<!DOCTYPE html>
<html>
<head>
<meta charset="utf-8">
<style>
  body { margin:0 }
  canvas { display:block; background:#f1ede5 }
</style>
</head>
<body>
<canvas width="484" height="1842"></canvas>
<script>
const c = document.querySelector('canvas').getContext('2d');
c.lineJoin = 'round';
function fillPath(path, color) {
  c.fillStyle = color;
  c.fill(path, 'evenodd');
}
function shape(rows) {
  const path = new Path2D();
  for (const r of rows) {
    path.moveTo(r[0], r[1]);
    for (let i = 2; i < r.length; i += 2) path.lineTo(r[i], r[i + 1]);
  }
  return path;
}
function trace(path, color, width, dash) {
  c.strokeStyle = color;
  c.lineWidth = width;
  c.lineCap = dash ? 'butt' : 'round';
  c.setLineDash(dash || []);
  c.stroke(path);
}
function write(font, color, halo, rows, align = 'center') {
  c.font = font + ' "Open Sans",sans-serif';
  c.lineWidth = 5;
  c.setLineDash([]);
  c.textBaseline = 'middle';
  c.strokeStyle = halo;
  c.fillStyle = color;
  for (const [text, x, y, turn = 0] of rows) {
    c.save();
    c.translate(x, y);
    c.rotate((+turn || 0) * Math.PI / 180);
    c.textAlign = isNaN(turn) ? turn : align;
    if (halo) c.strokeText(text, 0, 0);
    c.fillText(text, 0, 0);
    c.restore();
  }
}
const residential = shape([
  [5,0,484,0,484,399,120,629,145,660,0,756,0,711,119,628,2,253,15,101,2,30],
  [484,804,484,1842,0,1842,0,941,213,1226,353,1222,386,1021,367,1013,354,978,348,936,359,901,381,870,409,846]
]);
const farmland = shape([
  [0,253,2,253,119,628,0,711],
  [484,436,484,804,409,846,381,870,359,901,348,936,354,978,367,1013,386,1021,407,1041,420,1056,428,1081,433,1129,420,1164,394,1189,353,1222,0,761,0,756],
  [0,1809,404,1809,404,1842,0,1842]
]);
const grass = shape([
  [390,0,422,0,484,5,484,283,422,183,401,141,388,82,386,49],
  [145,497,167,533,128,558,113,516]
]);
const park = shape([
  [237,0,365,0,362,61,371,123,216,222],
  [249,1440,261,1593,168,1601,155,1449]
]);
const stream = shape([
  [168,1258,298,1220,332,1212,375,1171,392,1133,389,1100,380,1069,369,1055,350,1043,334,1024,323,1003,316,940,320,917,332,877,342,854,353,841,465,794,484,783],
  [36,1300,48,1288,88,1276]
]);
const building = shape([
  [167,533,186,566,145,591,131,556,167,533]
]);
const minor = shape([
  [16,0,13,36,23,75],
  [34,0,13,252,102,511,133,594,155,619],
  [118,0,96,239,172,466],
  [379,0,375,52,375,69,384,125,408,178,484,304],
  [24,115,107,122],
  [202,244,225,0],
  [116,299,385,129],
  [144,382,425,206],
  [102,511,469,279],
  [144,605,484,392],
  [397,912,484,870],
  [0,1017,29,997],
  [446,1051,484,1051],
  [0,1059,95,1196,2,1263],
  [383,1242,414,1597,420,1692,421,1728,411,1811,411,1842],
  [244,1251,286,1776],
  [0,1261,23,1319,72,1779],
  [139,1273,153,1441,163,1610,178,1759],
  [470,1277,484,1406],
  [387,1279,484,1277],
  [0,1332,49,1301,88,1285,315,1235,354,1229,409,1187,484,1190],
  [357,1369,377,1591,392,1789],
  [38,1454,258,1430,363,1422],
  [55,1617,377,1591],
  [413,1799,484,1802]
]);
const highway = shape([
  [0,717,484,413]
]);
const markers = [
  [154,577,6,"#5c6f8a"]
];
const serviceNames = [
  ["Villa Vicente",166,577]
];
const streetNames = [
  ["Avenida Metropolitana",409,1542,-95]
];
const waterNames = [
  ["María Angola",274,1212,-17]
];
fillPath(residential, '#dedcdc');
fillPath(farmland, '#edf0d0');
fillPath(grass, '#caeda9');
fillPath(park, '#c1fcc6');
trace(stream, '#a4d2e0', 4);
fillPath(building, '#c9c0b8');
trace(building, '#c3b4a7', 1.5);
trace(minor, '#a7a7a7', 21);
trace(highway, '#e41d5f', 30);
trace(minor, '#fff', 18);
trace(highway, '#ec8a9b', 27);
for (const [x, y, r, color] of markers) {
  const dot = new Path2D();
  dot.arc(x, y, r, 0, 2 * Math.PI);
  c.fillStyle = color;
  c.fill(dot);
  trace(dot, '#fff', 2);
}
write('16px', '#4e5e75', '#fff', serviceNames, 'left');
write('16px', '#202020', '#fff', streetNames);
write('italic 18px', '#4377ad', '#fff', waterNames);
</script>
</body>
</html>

REQUIRED ACTION: Reproduce only what lies between the start of the listing above and the end of the line containing "const c = document.querySelector('canvas').getContext('2d');", keeping every line exact.

WRITTEN SOLUTION:
<!DOCTYPE html>
<html>
<head>
<meta charset="utf-8">
<style>
  body { margin:0 }
  canvas { display:block; background:#f1ede5 }
</style>
</head>
<body>
<canvas width="484" height="1842"></canvas>
<script>
const c = document.querySelector('canvas').getContext('2d');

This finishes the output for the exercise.